Nick DeMarchis, Contributing Writer

Twitter tries to define itself in the modern world as a paragon of modern culture and a leading force of societal “woke”-ness. However, the flaws inherent in such a medium bring themselves to the forefront as we see a line of people — of varying degrees of agreeableness, merit and acceptability — have their lives turned upside down through “cancel culture.” While this social movement is not new (see Justine Sacco’s 2013 attempt at wry humor leading to overnight unemployment), it has certainly seen a growing new wave in popular culture, especially on Twitter.

Former U.S. President Barack Obama has stayed notably quiet since his last days in office nearly three years ago, so it’s worth taking note when his voice breaks out of the buzz. Speaking at an event for his namesake Foundation, Obama chose to weigh in on this cancel culture that most everyone seems to be aware of. He says, “The world is messy; there are ambiguities. People who do really good stuff have flaws. People who you are fighting may love their kids, and share certain things with you.”

This point is one to note. When piling on to the latest person’s “egregious” actions — however egregious they truly are — it becomes impossible to consider all aspects of the situation or person at hand. Lines and facts blur as most of these discussions take place without the supplement of all situational information. Take the 2015 story of a Jennifer Connell suing her nephew because he hugged her unexpectedly, causing her to fall and break her wrist. The Internet piled onto the story, railing the #auntfromhell for blaming an innocent child. These negative comments didn’t stop until Connell appeared on television (with the nephew in question) to say that, in order to receive an insurance payout for the injury, someone had to be responsible. She added that the boy’s family would never have been responsible for the cost of her three surgeries, but that the lawsuit was taken on so that her insurance company’s original offer of $1 could be effectively appealed.

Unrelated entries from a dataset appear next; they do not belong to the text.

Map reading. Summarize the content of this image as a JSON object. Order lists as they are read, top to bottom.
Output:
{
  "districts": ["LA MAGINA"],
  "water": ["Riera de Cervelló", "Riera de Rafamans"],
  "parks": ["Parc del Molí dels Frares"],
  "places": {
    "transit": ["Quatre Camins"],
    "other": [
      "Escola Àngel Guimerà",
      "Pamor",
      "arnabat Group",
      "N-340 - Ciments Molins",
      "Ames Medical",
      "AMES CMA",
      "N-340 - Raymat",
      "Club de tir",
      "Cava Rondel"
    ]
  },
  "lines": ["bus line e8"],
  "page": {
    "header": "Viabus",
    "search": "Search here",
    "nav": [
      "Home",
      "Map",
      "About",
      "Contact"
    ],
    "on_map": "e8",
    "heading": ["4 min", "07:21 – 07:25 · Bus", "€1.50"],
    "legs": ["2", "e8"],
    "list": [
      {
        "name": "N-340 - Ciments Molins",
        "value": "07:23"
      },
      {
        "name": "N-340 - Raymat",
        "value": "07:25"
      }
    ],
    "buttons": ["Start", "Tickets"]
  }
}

The nuance in these situations is lost in the perpetual conversation about the deplorable state of the world. “Can you believe people like this still exist?” is the common theme of discussions like this, talking in perpetual circles of outrage. The number of effectively useless tweets and Instagram stories in response to one controversy or another fully outweighs any productive discussion that could come out of the situation.

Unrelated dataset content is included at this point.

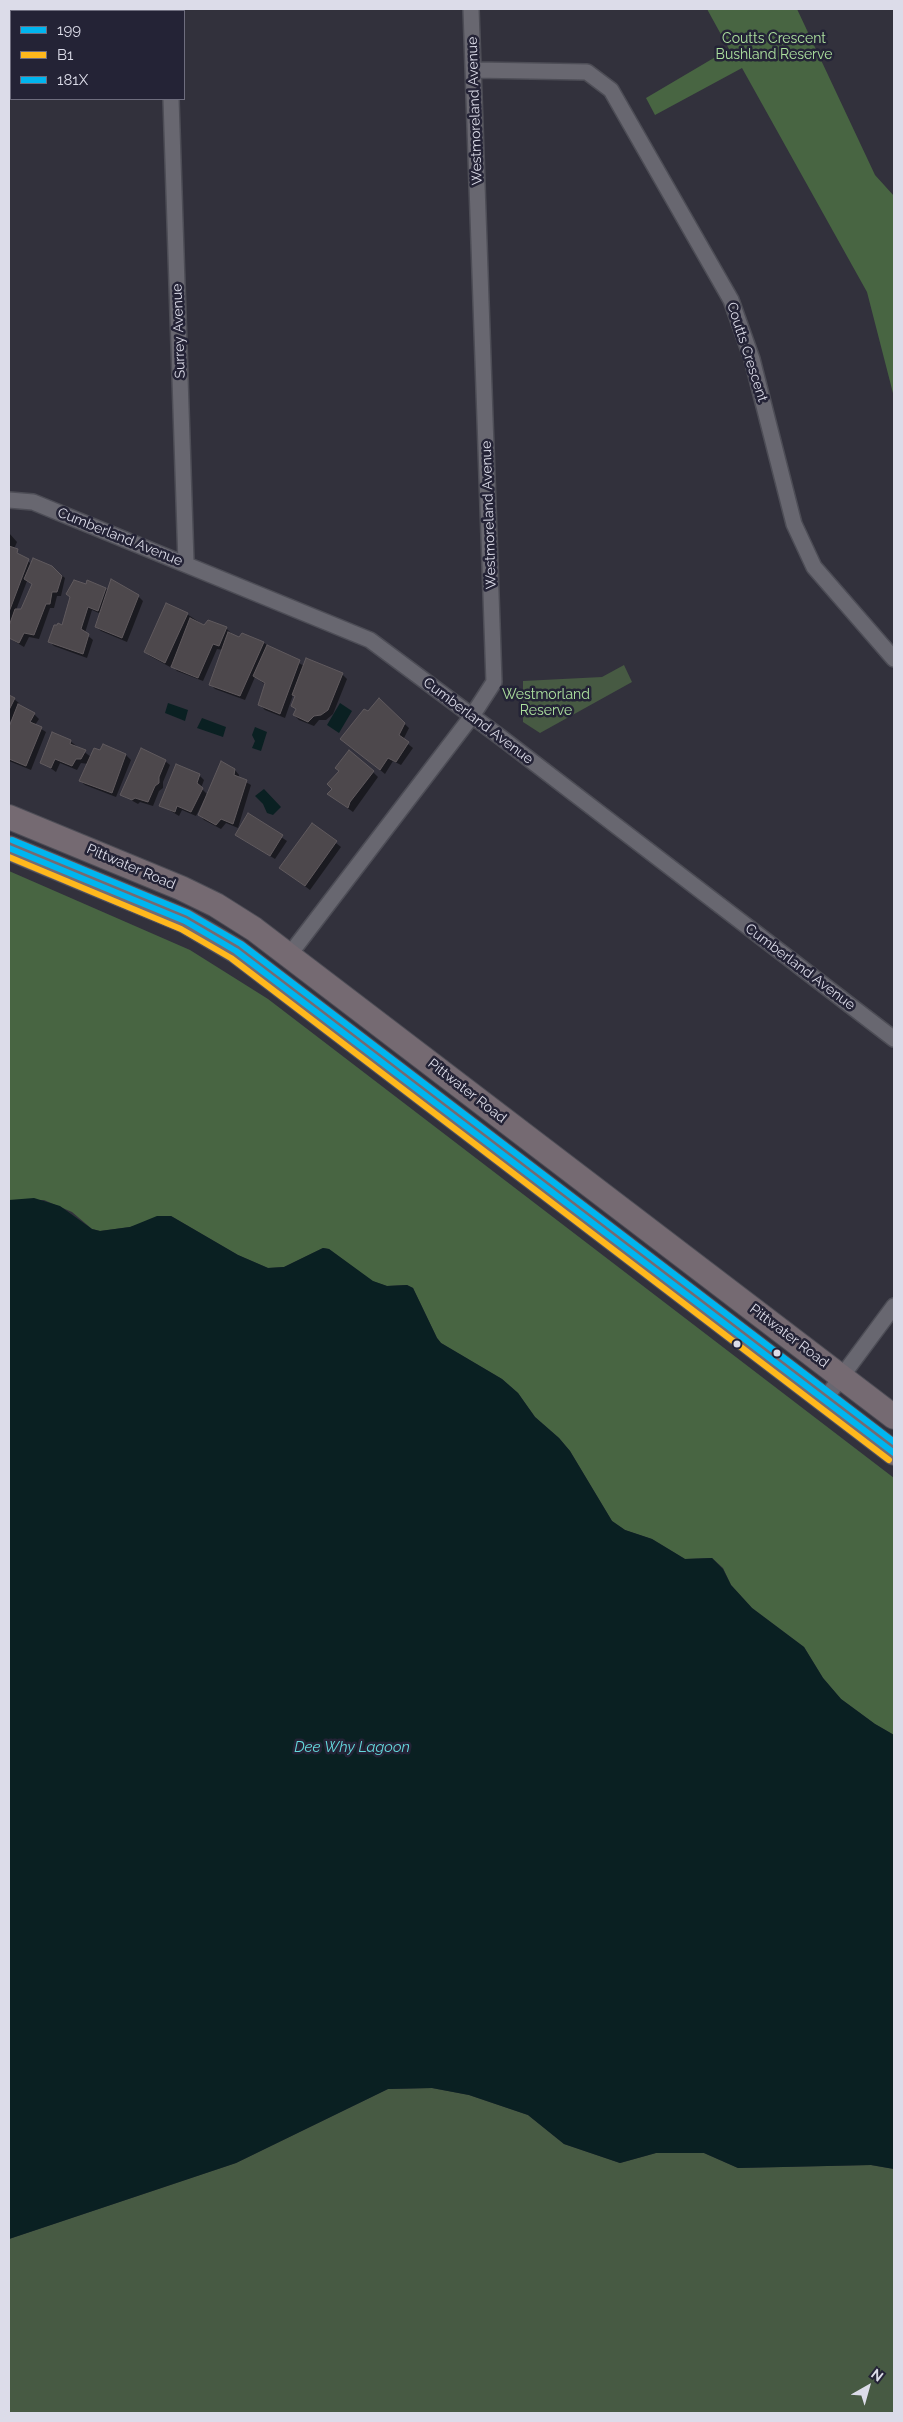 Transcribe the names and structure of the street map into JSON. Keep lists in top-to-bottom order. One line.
{"streets":{"highway":["Pittwater Road"],"street":["Westmoreland Avenue","Surrey Avenue","Coutts Crescent","Cumberland Avenue"]},"crossings":[["Westmoreland Avenue","Coutts Crescent"],["Westmoreland Avenue","Cumberland Avenue"],["Westmoreland Avenue","Pittwater Road"],["Surrey Avenue","Cumberland Avenue"]],"water":["Dee Why Lagoon"],"parks":["Coutts Crescent Bushland Reserve","Westmorland Reserve"],"lines":["transit line 181X","transit line 199","transit line B1"],"legend":["199","B1","181X"],"north":"top right"}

Instead of searching for all of the information necessary to draw accurate conclusions and propose reasonable improvements, those discussions are all too often caught in the schadenfreude of bringing down the perpetrators. Current targets of cancellation would otherwise be anonymous and unremarkable, but soon that statement or action is the one thing that they are known for. Purposely digging through one’s problematic internet history in order to exploit and attack them is all too easy — it allows for dissociation and depersonalization. Obama, while speaking to a group of young people, added that “If all you’re doing is casting stones, you’re probably not going to get that far.”

The former president’s point gets to the heart of cancel culture — what is the point of this repeated denunciation? Despite the canceling of the Baraboo High School students who were seen throwing up a Nazi salute, for example, ideas of supremacy and marginalization still dominate many parts of the country. Making examples of otherwise un-notable people only serves to destroy otherwise ineffective voices. And for what?

I’m not making the argument to condone inappropriate behaviors that you see personally, but I am saying you should not immediately attempt to “cancel.” Work with people and help them to understand that what they said or did is not conducive to the society that either you or they want. The only way that one can individually have an impact is by treating people you know with not only understanding but also with a desire for them to become better. 

Do not exile them. Do make known to them that the thing that they said or did is not acceptable to you. Joining a discussion, especially online, where the affected party is not one known personally only creates opportunities for your voice to join in a chorus of like-minded ones. Our society desperately needs real, long-lasting change, so save your voice for that one friend who needs to hear it, where you can have the impact of leading society to the one that you want to see.